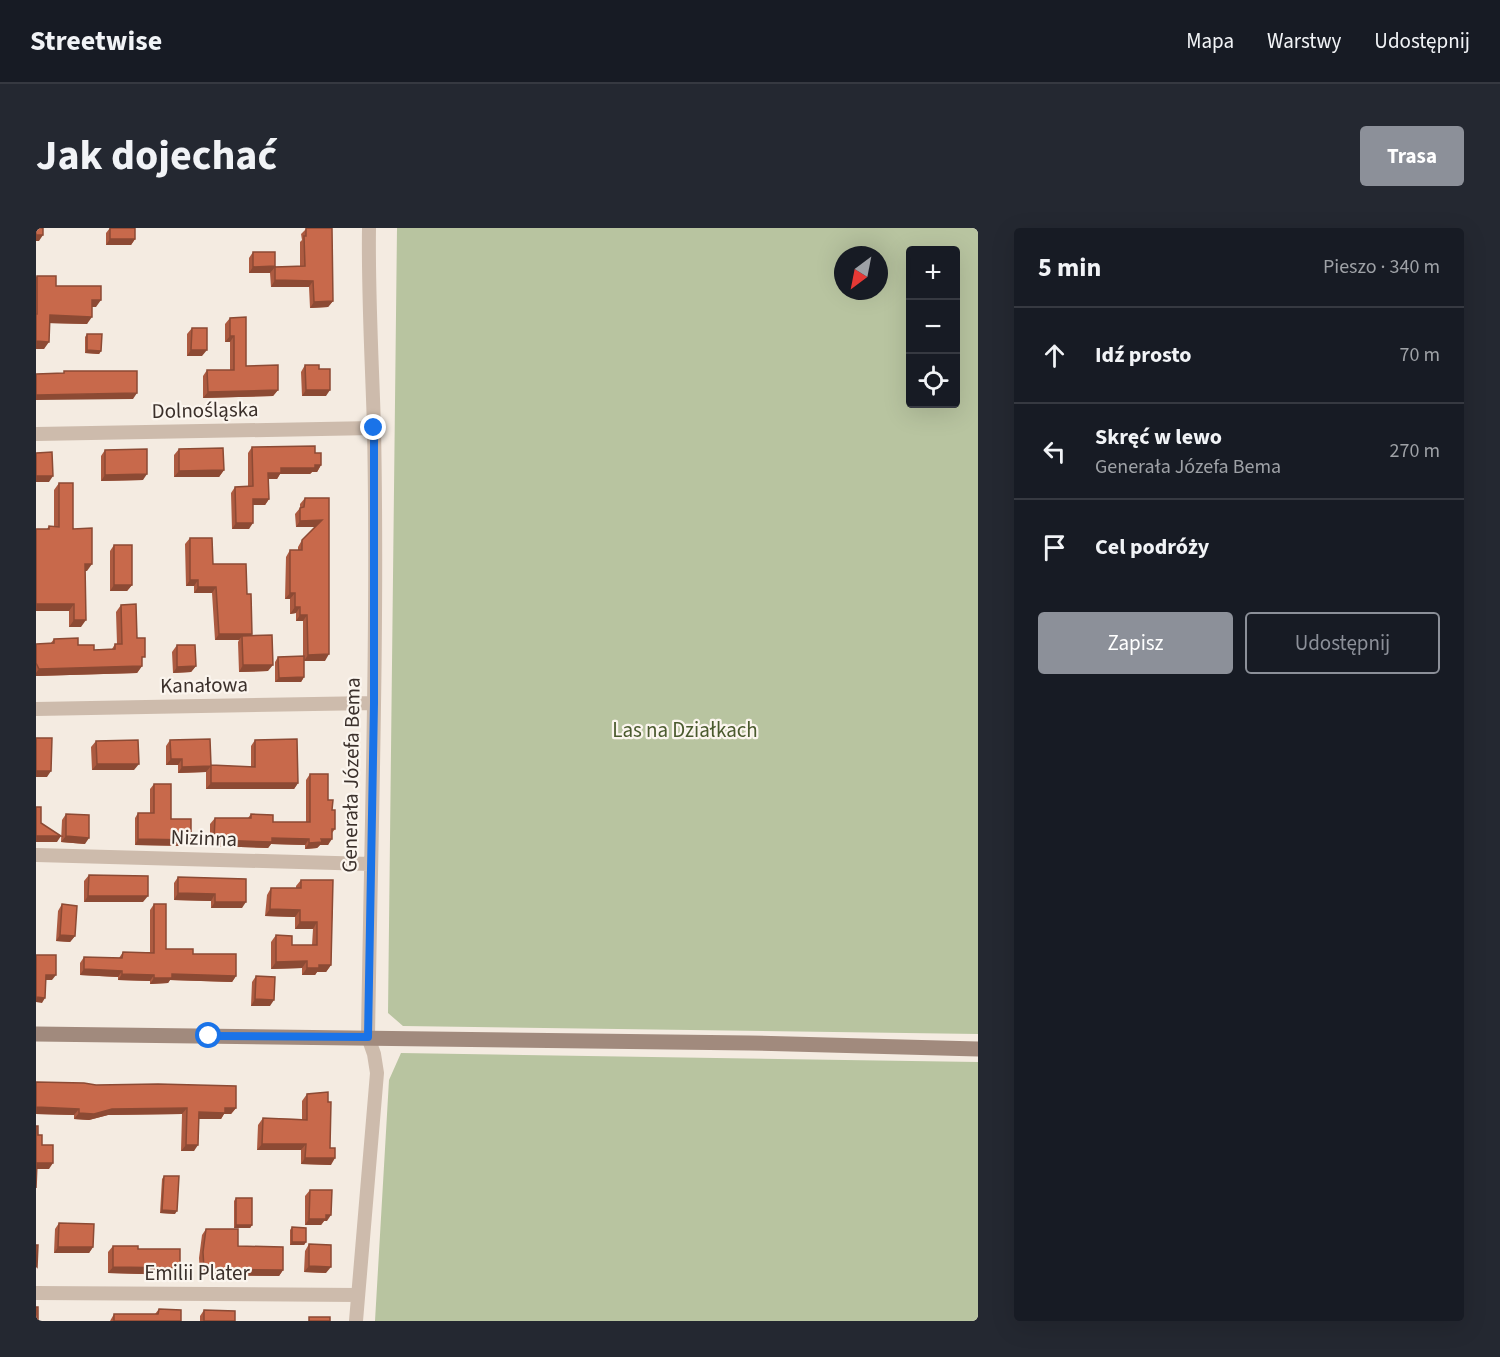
<!DOCTYPE html>
<html lang="pl">
<meta charset="utf-8">
<style>
:root{--surface:#171b24;--page:#242831;--text:#f1f3f6;--muted:#9ea1a6;--line:#363941;--accent:#8c9099}
body{margin:0;font-family:"Source Sans 3",sans-serif;background:var(--page);color:var(--text)}
.controls{position:absolute;right:18px;top:18px;display:grid;overflow:hidden;border-radius:6px;box-shadow:0 6px 24px #0002}
.controls button{width:54px;height:54px;display:grid;place-items:center;padding:0;border:0;border-bottom:2px solid var(--line);background:var(--surface);color:var(--text);font:30px sans-serif}
.compass{position:absolute;left:798px;top:18px;width:54px;height:54px;border-radius:50%;background:var(--surface);box-shadow:0 6px 24px #0002;rotate:212deg}
.stop{position:absolute;width:18px;height:18px;margin:-14px;border:4px solid #1a73e8;border-radius:50%;background:#fff}
.stop.end{background:#1a73e8;border-color:#fff;box-shadow:0 2px 6px #0008}
.list{margin:0;padding:0;list-style:none}
h2{display:flex;justify-content:space-between;align-items:center;height:78px;margin:0;padding:0 24px;font-size:26px}
h2 small{font-size:20px;font-weight:400;color:var(--muted)}
.list li{display:grid;grid-template-columns:39px 1fr auto;gap:18px;align-items:center;box-sizing:border-box;height:96px;padding:0 24px;border-top:2px solid var(--line)}
.list b{display:block;font-size:22px;white-space:nowrap}
.list p{margin:0;font-size:20px;white-space:nowrap;color:var(--muted)}
.list em{font-size:20px;font-style:normal;color:var(--muted)}
.actions{display:flex;gap:12px;padding:18px 24px}
.actions a{flex:1;padding:14px 0;border:2px solid var(--accent);border-radius:6px;text-align:center;font-size:21px;color:var(--accent)}
.actions .main{background:var(--accent);color:#fff}
.icon{flex:none;width:33px;height:33px;fill:none;stroke:currentColor;stroke-width:2;stroke-linecap:round;stroke-linejoin:round}
.map{position:relative;flex:none;width:942px;height:1093px;overflow:hidden;border-radius:6px}
header{display:flex;align-items:center;gap:36px;box-sizing:border-box;height:84px;padding:0 30px;background:var(--surface);border-bottom:2px solid var(--line)}
header strong{font-size:28px}
nav{display:flex;gap:33px;margin-inline-start:auto;font-size:21px}
.intro{display:flex;align-items:center;justify-content:space-between;box-sizing:border-box;height:144px;padding:0 36px}
h1{margin:0;font-size:42px}
.button{padding:15px 27px;border-radius:6px;background:var(--accent);color:#fff;font-size:21px;font-weight:700}
main{display:flex;gap:36px;padding:0 36px}
aside{flex:1;background:var(--surface);border-radius:6px;box-shadow:0 6px 24px #0002}
.map>svg:first-child{display:block}
</style>
<header>
<strong>Streetwise</strong>
<nav><a>Mapa</a><a>Warstwy</a><a>Udostępnij</a></nav>
</header>
<div class="intro"><h1>Jak dojechać</h1><a class="button">Trasa</a></div>
<main>
<div class="map">
<svg width="942" height="1093" viewBox="0 0 942 1093">
<rect width="100%" height="100%" fill="#f4ebe1"/>
<path fill="#b8c4a0" fill-rule="evenodd" d="M361,0H942V806L367,798L352,785ZM874,22H920V176H874ZM807,27H843V63H807Z
M365,825L942,834V1093H339L353,852Z"/>
<g fill="none" stroke-linecap="round" stroke-linejoin="round">
<path stroke="#cdbbac" stroke-width="14" d="M0,206L338,200
M0,481L337,475
M0,627L335,636
M0,1065L321,1067
M320,1093L341,845L338,826L332,809C335,606 342,403 338,200C336,133 332,67 333,0"/>
<path stroke="#a18a7d" stroke-width="15" d="M0,806L714,815L942,821"/>
</g>
<path fill="#ac5a40" d="M74,0H99V11L95,17H70V5Z
M270,1L297,73L292,79L274,80L273,59H235L234,45H213V30L217,24L239,39L264,38V14L266,12L265,6Z
M1,48L60,79H56L51,96L14,95L8,121H0V49Z
M194,90L210,138L242,162L237,168L167,170V148L171,142H194V114H189V96Z
M156,100L166,128H151V106Z
M51,106L65,123L63,126L49,125V109Z
M269,137L283,141L290,168H266L265,144Z
M216,219L279,225L285,237L281,244H276L274,246H244L241,251H232L233,271L229,277H217L213,301H196L195,265L199,259L212,258V225Z
M143,221L188,242L183,249H138V227Z
M69,222L107,252L65,253V228Z
M23,255L51,343H49L45,399H33V383H0V301H11L13,298L18,299V262Z
M269,270H293L289,433H268V449L265,454H239V434L242,429L267,428V393H260V385L254,386V371H249L250,329L254,322H262V319L266,312L280,299H260L259,286L264,280V276Z
M154,310L177,336L211,366L216,406L215,407L232,443L203,444L202,414L203,412H179L176,365H158V358H150L149,316Z
M78,317L96,357L91,363H74V323Z
M85,377L101,410L106,434V438L101,445L0,448V416H14L18,411L58,422L76,421L79,416H81L80,384Z
M141,417L160,438L155,444L137,445L136,424Z
M134,512L175,537L215,539V518L219,512L262,555L258,561H170V544L142,545V537H130V518Z
M60,513L98,542H56L55,519Z
M274,546L292,572L296,582L299,601L296,605L292,617H284L281,620L269,621V617L235,616L232,620L174,618V596L179,590H212L215,586L237,594H270V552Z
M118,556L135,591L155,612L151,618L99,617V590L102,585H114V561Z
M30,586L49,616L25,614L26,592Z
M53,647L107,674H48V653Z
M142,649L210,651L206,680H175V673L138,672V655Z
M265,652H297L295,737L290,744H281L279,747H266V740L235,741V714L240,707L256,717H276L277,701H259V689L229,688L231,667L235,660H260V658Z
M26,676L39,708L34,714L20,713L22,683Z
M118,676L130,721L157,726L200,748L196,754L134,752L132,755L114,756V753L82,752V749L44,747V735L48,729L83,730L87,724H114V682Z
M220,748L234,778H215L216,754Z
M0,854L200,880L195,886H188L185,891H163L158,923H145L146,886L72,887L53,892L38,891V887L0,886Z
M271,866L295,937L265,936V922H221L222,897L227,890L266,891V873Z
M128,948L139,986L124,985L126,951Z
M274,962L291,993H288L285,997H269V968Z
M200,970L216,997L214,1000H198V973Z
M23,995L57,1019L53,1025H18L19,1001Z
M256,999L270,1014L268,1017H254V1002Z
M170,1001L202,1018L247,1042L243,1048L164,1047L163,1030L166,1007Z
M273,1016L290,1045L268,1044L269,1023Z
M77,1018L102,1021L144,1040L140,1047L72,1045V1024Z
M123,1081L145,1093H74L78,1086H119Z
M168,1082L199,1093H164V1088Z"/>
<path fill="#8c4a34" d="M0,7H7L3,13H0Z
M74,11H99L95,17H70Z
M217,39H239L234,45H213Z
M239,52L277,53L273,59H235Z
M56,72H65L60,79H51Z
M297,73L292,79L274,80L278,74Z
M14,87L56,89L51,96L8,95Z
M194,108H198L194,114H189Z
M0,113L13,114L8,121H0Z
M51,122L65,123L63,126L49,125Z
M155,122H171L166,128H151Z
M242,162L237,168L167,170L172,164Z
M270,162H294L290,168H266Z
M101,165L97,171L0,172V167Z
M279,237H285L281,244H276L274,246H244L241,251H228L232,245L245,240Z
M188,242L183,249H138L143,243Z
M111,246L107,252L65,253L69,247Z
M0,248H17L13,254H0Z
M217,271H233L229,277H212Z
M286,292L281,299H260L264,293Z
M200,295H217L213,301H196Z
M49,336H56L51,343H44Z
M154,352H162L158,358H150Z
M78,357H96L91,363H74Z
M162,359H180L176,365H158Z
M254,365H259L254,371H249Z
M0,376H38L33,383H0Z
M259,379H264L260,385L254,386Z
M264,387H271L267,393H260Z
M38,392H50L45,399H33Z
M183,406H216L212,412L206,408L203,412H179Z
M293,426L289,433H268L272,427Z
M207,437H237L232,443L203,444Z
M106,438L101,445L0,448V445L3,441Z
M160,438L155,444L137,445L141,439Z
M268,449L265,454H239L243,450Z
M135,531H146L142,537H130Z
M61,536H103L98,542H56Z
M175,538L170,544L142,545L146,539Z
M0,543H15L11,549H0Z
M175,555H262L258,561H170Z
M0,608H25L21,614H0Z
M30,608L53,610L49,616L25,614Z
M236,610L273,611L269,617L235,616L232,620L174,618L178,612Z
M102,611L155,612L151,618L99,617Z
M285,611H296L292,617H284L281,620L269,621L273,615Z
M142,665L179,666L175,673L138,672Z
M52,668H112L107,674H48Z
M179,674H210L206,680H175Z
M234,681L264,682L259,689L229,688Z
M264,694H281L277,701H259Z
M24,707L39,708L34,714L20,713Z
M271,733L266,740L235,741L240,734Z
M283,737H295L290,744H281L279,747H266L271,740Z
M48,741L86,743L82,749L44,747Z
M86,746L118,747L114,753L82,752Z
M136,746L200,748L196,754L134,752L132,755L114,756L118,750Z
M10,747H20L16,752H6Z
M0,769L9,770L6,775L0,774Z
M219,771L238,772L234,778H215Z
M0,879L43,881L38,887L0,886Z
M151,880L146,886L72,887L53,892L38,891L43,885L76,881Z
M189,880H200L195,886H188L185,891H158L163,884Z
M226,916H270L265,922H221Z
M150,917H162L158,923H145Z
M269,930H299L295,937L265,936Z
M1,935H17L13,941H0Z
M126,982L141,983L139,986L124,985Z
M290,987H295L291,993H288L285,997H269L273,991Z
M200,997H216L214,1000H198Z
M256,1014H270L268,1017H254Z
M22,1019H57L53,1025H18Z
M273,1038L295,1039L290,1045L268,1044Z
M77,1039L144,1040L140,1047L72,1045Z
M168,1041L247,1042L243,1048L164,1047Z"/>
<path fill="#c8694b" stroke="#8c4a34" stroke-width="1.5" d="M0,0H7V7H0Z
M74,0H99V11H74Z
M270,0H296L297,73L278,74L277,53L239,52V39L269,38L268,8H270Z
M217,24H239V38L217,39Z
M1,48H20V58H65V72H56V89L14,87L13,114L0,113V86H1Z
M210,89V138L242,137V162L172,164L171,142H198V108H194V90Z
M156,100H171V122H155Z
M51,106H66L65,123L51,122Z
M269,137H283V141H294V162H270Z
M28,143H101V165L0,167V146L28,145Z
M279,218V225H285V237H279V240H245V245H232L233,271H217V295H200L199,259L217,258L216,219Z
M187,220L188,242L143,243V221Z
M111,221V246L69,247V222Z
M16,224L17,248H0V225Z
M23,255H37V301L56,300V336H49L50,392H38V376H0V301H13V298L23,299Z
M269,270H293V426L272,427L271,387H264V379H259V365H254V322H266V312L286,292L264,293V280L268,279Z
M154,310H176L177,336H210L211,366H215L216,406H183L180,359H162V352H154Z
M78,317H96V357H78Z
M100,376L101,410H109V429H106V438L3,441L0,435V416L18,415V411L42,410V417H58V422L79,421V416H86L85,377Z
M236,407L237,437H207L206,408Z
M141,417H159L160,438L141,439Z
M268,428V449L243,450L242,429Z
M0,510H16L15,543H0Z
M174,511L175,537L219,539V512L261,511L262,555H175V538L146,539V531H135L134,512Z
M102,512L103,536H61L60,513Z
M274,546H292V572H297L296,582H299V601H296V611H285L286,614L273,615V611L236,610V614L178,612L179,590H215V586L237,587V594H274Z
M118,556H135V591H155V612L102,611V585H118Z
M0,579H5V595L25,608H0Z
M30,586L53,587V610L30,608Z
M53,647L112,648V668H52Z
M142,649L210,651V674H179V666L142,665Z
M265,652H297L295,737H283V740H271V733L240,734V707L256,708V717H281V694H264V682L234,681L235,660H265Z
M26,676L41,678L39,708L24,707Z
M118,676H130V721H157V726H200V748L136,746V750H118V747L86,746V743L48,741V729L86,730L87,724L118,725Z
M0,727H20V747H10L9,770L0,769Z
M220,748L239,749L238,772L219,771Z
M0,854L48,855L60,857L122,856L200,858V880H189V885L163,884L162,917H150L151,880L76,881L58,886L43,885V881L0,879Z
M292,864V874H295L294,920H299V930H269L270,916H226L227,890L271,892V866Z
M0,898H2V907H6V917H17V935H1L0,960Z
M128,948H143L141,983L126,982Z
M274,962H296L295,987H290V991H273Z
M200,970H216V997H200Z
M23,995L58,996L57,1019H22Z
M256,999L270,1000V1014H256Z
M170,1001H202V1018L247,1019V1042L168,1041L167,1024Z
M273,1016L295,1017V1039L273,1038Z
M0,1017H2L1,1039L0,1038Z
M77,1018H102V1021H144V1040L77,1039Z
M0,1079H2V1093H0Z
M123,1081L145,1082V1093H78V1086H122Z
M168,1082L199,1083V1093H168Z
M273,1089H294V1093H273Z"/>
<g fill="none" stroke-linecap="round" stroke-linejoin="round">
<path stroke="#1a73e8" stroke-width="8" d="M173,808L332,809L338,475V200"/>
</g>
<g text-anchor="middle" dominant-baseline="central" stroke-width="4.5" stroke-linejoin="round" paint-order="stroke">
<g font-size="21" fill="#3b302b" stroke="#fbf5ee">
<text transform="translate(169 182) rotate(-1)">Dolnośląska</text>
<text transform="translate(168 457) rotate(-1)">Kanałowa</text>
<text transform="translate(315 547) rotate(-89)">Generała Józefa Bema</text>
<text transform="translate(168 610) rotate(2)">Nizinna</text>
<text x="161" y="1045">Emilii Plater</text>
</g>
<g font-size="21" fill="#4a5a2e" stroke="#fbf5ee">
<text x="649" y="502">Las na Działkach</text>
</g>
</g>
</svg>
<div class="controls">
<button>+</button>
<button>−</button>
<button><svg class="icon" aria-label="locate" viewBox="0 0 24 24"><circle cx="12" cy="12" r="6"/><path d="M12 2v4M12 18v4M2 12h4M18 12h4"/></svg></button>
</div>
<svg class="compass" viewBox="-18 -18 36 36"><path d="M0-13l5 13h-10z" fill="#e53935"/><path d="M0 13l5-13h-10z" fill="#9ea1a6"/></svg>
<div class="stop" style="left:173px;top:808px"></div>
<div class="stop end" style="left:338px;top:200px"></div>
</div>
<aside>
<h2>5 min<small>Pieszo · 340 m</small></h2>
<ul class="list">
<li><svg class="icon" aria-label="ahead" viewBox="0 0 24 24"><path d="M12 20V5M6 11l6-6 6 6"/></svg><div><b>Idź prosto</b></div><em>70 m</em></li>
<li><svg class="icon" aria-label="left" viewBox="0 0 24 24"><path d="M17 20v-9H6M10 6l-5 5 5 5"/></svg><div><b>Skręć w lewo</b><p>Generała Józefa Bema</p></div><em>270 m</em></li>
<li><svg class="icon" aria-label="arrive" viewBox="0 0 24 24"><path d="M6 21V4h12l-3 4 3 4H6"/></svg><div><b>Cel podróży</b></div></li>
</ul>
<div class="actions"><a class="main">Zapisz</a><a>Udostępnij</a></div>
</aside>
</main>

● ● ● ● ● ● ●

[What you have to do] Look through the entries above; copy every line holding the string "compass".

[Your solution]
.compass{position:absolute;left:798px;top:18px;width:54px;height:54px;border-radius:50%;background:var(--surface);box-shadow:0 6px 24px #0002;rotate:212deg}
<svg class="compass" viewBox="-18 -18 36 36"><path d="M0-13l5 13h-10z" fill="#e53935"/><path d="M0 13l5-13h-10z" fill="#9ea1a6"/></svg>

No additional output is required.